There are many more that we've been helping, the Sullivan family, many others across the country. And we can't fix the federal problem yet. We're still getting the numbers and the critical mass. We need to be able to affect things at the federal level. But we had a feeling that we could affect things at the state level. And, and the biggest problems that are state level policy in Georgia are that if you are. Up until Ridges law was introduced, if you were accused of abuse within the child abuse pediatrician system, you didn't know who actually accused you. That doctor never had to actually review your child's medical records, which is how would they diagnose your children with abuse if they never looked at their records, but they didn't actually have to look at their records. And you were no longer allowed to get your kids medical records because your children were temporarily taken from you and became awarded the state. So, you know, how could you ask for a ward of the state's medical records? Well, you've just been accused of abuse and you are facing having your children taken from you forever and being put in prison sometimes for multiple years. The, the Hernandez family was facing up to 40 years in prison, but you're not allowed to access the records that you could use to try to prove that you were innocent. And so that's not guilty until proven innocent. That's guilty and not allowed to prove that you're innocent. And so what Ridges law did it fixed those, those three things. It made it so that if you were accused of abuse, not only are you now able to access your children's medical records, but you're able to go and get a second opinion from a credible, an actual accredited doctor. You can't go to, you know, which doctor or something, but you can go to an actual accredited doctor that's outside of that system and get a second opinion to, to.
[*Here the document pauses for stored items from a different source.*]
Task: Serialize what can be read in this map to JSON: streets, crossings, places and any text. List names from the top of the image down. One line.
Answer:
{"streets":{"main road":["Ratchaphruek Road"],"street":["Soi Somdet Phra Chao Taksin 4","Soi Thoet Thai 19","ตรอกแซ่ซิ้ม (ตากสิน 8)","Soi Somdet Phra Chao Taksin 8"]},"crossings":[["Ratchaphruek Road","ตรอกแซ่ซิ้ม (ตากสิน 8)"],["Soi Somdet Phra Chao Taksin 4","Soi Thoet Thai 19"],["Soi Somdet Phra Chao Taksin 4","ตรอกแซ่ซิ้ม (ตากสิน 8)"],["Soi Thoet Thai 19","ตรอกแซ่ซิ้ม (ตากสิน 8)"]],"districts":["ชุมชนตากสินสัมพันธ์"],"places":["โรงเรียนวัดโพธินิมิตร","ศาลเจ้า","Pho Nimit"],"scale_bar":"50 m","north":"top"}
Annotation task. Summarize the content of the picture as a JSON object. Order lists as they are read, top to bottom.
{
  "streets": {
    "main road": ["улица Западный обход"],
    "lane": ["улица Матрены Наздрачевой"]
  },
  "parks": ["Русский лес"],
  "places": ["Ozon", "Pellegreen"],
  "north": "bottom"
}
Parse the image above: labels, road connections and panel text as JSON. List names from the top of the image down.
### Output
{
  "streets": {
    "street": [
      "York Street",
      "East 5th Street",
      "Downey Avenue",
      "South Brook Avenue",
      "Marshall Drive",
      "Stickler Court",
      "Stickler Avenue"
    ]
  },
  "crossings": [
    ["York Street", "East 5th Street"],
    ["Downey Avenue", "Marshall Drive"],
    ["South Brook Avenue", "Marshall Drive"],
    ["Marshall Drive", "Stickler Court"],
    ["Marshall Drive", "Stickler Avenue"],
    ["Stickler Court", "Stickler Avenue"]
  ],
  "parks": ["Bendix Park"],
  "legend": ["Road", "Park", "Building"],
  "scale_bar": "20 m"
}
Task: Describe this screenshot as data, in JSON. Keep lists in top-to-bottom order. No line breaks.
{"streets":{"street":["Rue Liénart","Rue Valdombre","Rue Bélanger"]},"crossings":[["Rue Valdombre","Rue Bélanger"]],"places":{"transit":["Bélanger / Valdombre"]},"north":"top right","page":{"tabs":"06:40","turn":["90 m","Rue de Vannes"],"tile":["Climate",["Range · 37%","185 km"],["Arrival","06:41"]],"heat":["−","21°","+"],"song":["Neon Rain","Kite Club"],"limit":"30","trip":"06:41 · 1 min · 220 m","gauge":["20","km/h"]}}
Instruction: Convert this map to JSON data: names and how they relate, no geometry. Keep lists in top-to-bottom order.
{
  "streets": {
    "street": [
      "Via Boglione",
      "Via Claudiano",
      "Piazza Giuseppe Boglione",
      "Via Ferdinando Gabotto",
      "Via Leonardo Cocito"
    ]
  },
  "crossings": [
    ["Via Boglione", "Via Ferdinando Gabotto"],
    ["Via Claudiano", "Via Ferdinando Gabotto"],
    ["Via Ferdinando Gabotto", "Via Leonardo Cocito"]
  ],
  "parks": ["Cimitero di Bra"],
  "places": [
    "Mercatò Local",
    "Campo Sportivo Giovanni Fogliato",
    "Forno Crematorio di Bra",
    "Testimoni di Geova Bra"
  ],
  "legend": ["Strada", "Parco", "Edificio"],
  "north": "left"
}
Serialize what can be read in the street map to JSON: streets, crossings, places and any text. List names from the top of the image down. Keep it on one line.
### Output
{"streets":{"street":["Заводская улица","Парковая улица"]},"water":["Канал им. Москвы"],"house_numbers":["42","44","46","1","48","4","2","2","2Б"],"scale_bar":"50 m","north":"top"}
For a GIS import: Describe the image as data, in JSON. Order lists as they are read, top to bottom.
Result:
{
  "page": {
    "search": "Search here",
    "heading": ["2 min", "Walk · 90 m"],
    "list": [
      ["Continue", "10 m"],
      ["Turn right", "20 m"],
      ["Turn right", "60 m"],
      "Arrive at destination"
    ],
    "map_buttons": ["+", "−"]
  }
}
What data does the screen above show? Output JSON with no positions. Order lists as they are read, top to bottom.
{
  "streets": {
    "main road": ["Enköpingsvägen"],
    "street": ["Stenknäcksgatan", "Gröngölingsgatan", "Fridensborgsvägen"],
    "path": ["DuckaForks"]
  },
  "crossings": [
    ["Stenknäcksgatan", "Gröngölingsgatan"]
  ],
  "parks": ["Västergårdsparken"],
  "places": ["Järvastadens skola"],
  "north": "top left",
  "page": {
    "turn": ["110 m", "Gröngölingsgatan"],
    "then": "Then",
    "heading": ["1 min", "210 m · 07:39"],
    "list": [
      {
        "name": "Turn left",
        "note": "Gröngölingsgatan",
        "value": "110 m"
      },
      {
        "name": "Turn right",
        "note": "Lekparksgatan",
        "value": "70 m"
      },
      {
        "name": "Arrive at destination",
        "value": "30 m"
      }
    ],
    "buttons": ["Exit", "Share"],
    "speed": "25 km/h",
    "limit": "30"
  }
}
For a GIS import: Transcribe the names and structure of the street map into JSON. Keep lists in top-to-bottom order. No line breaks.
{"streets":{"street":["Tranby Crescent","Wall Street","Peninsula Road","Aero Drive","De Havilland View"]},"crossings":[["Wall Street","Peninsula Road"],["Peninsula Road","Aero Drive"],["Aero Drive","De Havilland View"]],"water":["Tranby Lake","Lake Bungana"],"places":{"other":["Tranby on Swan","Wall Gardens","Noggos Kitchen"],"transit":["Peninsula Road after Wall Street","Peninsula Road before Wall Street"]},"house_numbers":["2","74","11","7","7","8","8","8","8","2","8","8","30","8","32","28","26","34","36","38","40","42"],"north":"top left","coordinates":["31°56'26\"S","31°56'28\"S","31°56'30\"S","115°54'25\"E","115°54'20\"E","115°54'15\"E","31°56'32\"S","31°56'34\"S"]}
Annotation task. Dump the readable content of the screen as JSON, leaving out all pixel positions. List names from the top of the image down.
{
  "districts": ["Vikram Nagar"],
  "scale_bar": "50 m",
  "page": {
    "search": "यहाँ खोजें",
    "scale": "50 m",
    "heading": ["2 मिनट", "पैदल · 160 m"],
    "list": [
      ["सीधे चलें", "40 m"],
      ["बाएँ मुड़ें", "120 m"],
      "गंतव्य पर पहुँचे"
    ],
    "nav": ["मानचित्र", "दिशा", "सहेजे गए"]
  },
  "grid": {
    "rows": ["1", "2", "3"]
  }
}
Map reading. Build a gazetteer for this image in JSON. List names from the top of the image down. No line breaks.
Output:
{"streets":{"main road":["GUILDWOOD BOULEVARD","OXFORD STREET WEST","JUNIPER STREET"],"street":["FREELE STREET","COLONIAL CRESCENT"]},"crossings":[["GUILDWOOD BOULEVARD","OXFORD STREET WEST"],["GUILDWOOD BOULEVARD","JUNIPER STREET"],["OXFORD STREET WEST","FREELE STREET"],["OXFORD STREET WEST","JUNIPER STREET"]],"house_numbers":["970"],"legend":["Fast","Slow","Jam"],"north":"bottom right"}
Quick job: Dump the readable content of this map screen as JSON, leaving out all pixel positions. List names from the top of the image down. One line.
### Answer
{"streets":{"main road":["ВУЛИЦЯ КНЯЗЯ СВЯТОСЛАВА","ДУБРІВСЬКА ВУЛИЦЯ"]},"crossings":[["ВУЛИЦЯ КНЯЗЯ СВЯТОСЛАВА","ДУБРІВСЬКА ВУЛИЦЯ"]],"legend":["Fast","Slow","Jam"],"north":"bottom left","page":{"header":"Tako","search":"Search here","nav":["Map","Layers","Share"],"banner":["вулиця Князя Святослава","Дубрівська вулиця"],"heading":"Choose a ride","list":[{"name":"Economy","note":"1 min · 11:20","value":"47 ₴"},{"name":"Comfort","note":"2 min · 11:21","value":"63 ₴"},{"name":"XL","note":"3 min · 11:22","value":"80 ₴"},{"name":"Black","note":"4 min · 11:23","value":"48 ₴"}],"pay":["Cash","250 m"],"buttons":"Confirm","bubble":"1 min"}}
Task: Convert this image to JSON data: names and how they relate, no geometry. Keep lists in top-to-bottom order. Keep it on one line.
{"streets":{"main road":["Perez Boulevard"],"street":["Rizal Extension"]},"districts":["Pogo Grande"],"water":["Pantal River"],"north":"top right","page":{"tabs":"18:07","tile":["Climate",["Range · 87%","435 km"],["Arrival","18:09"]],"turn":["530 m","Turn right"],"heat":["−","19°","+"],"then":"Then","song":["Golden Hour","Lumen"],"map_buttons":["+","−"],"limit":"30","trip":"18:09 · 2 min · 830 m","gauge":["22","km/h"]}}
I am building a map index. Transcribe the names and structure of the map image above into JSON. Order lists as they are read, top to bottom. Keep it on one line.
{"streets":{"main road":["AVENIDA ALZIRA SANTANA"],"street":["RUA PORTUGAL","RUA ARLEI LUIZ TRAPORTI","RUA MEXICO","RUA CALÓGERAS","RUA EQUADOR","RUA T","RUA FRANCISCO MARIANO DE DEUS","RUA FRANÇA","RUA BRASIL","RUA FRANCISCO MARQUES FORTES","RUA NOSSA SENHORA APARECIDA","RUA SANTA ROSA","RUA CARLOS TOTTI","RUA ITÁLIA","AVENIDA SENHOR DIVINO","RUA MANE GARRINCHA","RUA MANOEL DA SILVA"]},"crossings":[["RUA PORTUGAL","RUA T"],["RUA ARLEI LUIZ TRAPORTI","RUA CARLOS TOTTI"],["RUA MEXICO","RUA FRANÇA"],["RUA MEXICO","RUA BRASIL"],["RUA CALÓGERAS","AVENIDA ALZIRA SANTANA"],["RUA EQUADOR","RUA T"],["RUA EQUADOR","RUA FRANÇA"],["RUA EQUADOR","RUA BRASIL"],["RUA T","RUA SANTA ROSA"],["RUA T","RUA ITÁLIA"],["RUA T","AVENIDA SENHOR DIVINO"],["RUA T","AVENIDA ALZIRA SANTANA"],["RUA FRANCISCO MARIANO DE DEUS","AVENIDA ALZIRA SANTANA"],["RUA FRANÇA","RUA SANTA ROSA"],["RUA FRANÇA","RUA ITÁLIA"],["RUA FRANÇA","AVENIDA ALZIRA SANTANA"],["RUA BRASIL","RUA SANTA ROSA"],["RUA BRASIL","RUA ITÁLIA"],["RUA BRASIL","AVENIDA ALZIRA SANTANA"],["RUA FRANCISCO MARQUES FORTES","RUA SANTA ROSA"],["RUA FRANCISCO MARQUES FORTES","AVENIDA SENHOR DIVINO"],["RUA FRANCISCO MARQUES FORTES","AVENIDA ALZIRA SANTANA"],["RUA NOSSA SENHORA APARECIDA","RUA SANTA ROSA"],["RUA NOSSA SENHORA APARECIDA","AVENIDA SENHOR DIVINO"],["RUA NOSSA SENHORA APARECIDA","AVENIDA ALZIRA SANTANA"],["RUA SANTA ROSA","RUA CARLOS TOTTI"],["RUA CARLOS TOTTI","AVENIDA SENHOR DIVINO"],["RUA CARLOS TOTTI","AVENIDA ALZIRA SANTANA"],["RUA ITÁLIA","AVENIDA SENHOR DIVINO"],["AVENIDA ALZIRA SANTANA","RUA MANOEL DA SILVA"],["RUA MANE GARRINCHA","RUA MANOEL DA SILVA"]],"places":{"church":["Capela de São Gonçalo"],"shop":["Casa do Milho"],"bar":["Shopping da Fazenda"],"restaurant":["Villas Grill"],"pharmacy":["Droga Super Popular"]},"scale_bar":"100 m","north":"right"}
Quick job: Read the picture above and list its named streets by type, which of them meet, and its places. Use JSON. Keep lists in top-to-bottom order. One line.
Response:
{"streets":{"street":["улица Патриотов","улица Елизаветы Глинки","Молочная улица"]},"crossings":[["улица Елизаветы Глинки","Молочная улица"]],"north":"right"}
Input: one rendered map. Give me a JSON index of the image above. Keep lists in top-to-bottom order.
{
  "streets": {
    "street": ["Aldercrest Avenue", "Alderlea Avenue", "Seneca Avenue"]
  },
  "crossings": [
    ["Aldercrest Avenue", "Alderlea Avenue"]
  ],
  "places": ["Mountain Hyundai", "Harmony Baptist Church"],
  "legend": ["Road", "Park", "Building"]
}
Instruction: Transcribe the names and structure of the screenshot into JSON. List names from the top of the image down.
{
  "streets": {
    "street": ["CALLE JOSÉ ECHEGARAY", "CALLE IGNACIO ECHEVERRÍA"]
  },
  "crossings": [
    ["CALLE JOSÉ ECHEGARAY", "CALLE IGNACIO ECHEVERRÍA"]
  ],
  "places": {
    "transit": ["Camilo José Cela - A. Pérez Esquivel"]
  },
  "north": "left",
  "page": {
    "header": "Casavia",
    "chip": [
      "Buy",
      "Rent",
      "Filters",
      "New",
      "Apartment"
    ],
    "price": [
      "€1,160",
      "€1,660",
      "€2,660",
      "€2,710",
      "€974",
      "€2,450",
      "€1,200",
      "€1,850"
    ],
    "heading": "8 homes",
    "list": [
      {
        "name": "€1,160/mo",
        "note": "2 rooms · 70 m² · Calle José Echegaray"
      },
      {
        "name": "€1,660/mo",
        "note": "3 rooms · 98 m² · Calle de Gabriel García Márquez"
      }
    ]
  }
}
And if that second opinion says that the child wasn't being abused, well, now they actually have to use that as part of their, their evidence as well. And now you can, There's a lot more, if you're innocent, there's a lot more odds you're not going to have your, you'll get your kids back.
The other thing that happens is now you actually know who's accusing you of abuse. You're not just getting a form letter with like 50 different names on it. And, and that doctor has to legally affirm, legally attest to the fact that they reviewed your child's medical records, which means they now have some skin in the game too. They're no longer just some anonymous person that never even had to look at your kids records. They now have to actually sign a legal document saying, yes, I looked at the child's records. Those two changes would prevent the vast majority of the cases of wrongful taking of children that we've seen. We're pushing to pass even more aggressive things in states like New Hampshire and Florida. In Florida it's called Patterson's Law. In New Hampshire, we're still working with, with lawmakers to actually put together that legislation to fix that. And, but ultimately the, the real fix is going to come when we can reach the critical mass necessary to, to be able to change Title 4e so that the funding isn't tied to how many people you accused of abuse last year. It's tied to, it's either not tied to anything. I mean, show me in the Constitution where it says anything about the federal government getting involved with a local policing action like dealing with child abuse, it's not there. But understanding how, how government works, we would take the lesser evil of at least tying that funding to something neutral like the population of that state or something like that. You know, what does the census say the population is in that state? Okay, here's your block funding for that. That would, that would, that ultimately is going to be what, what removes the incentive for them to do this at scale in the first place?
[00:33:17] Speaker A: All right, well, we've got quite a few audience questions that have been piling up. So we're going to take a little bit of a break and get to some of those.
One from Candice Morena is more about the Libertarian Party in general. She's asking, what are your thoughts on people sacrifice the principles for the sake of expediency? It feels like even among some libertarian types, there were many pro lockdown types. And yeah, definitely one of the things that I had to do during the pandemics and the lockdowns was feeling a bunch of queries from people saying why did the Atlas Society take bailout money? Which of course we did not. It was another objectivist organization which did that. Which seemed to me something that Ayn Rand would roll over in her grave. But yeah, too many, too many really disgraceful examples of libertarian organizations that were either sort of mealy mouthed or actively supported these interventions.
[00:34:24] Speaker B: Yeah. So most times when people compromise their, their values or their stated values, it's some combination of fear and greed. And I think we saw both of that with, with COVID I think we're seeing a lot of that now with the, the hope that, you know, we can get in good with a particular administration or something like that.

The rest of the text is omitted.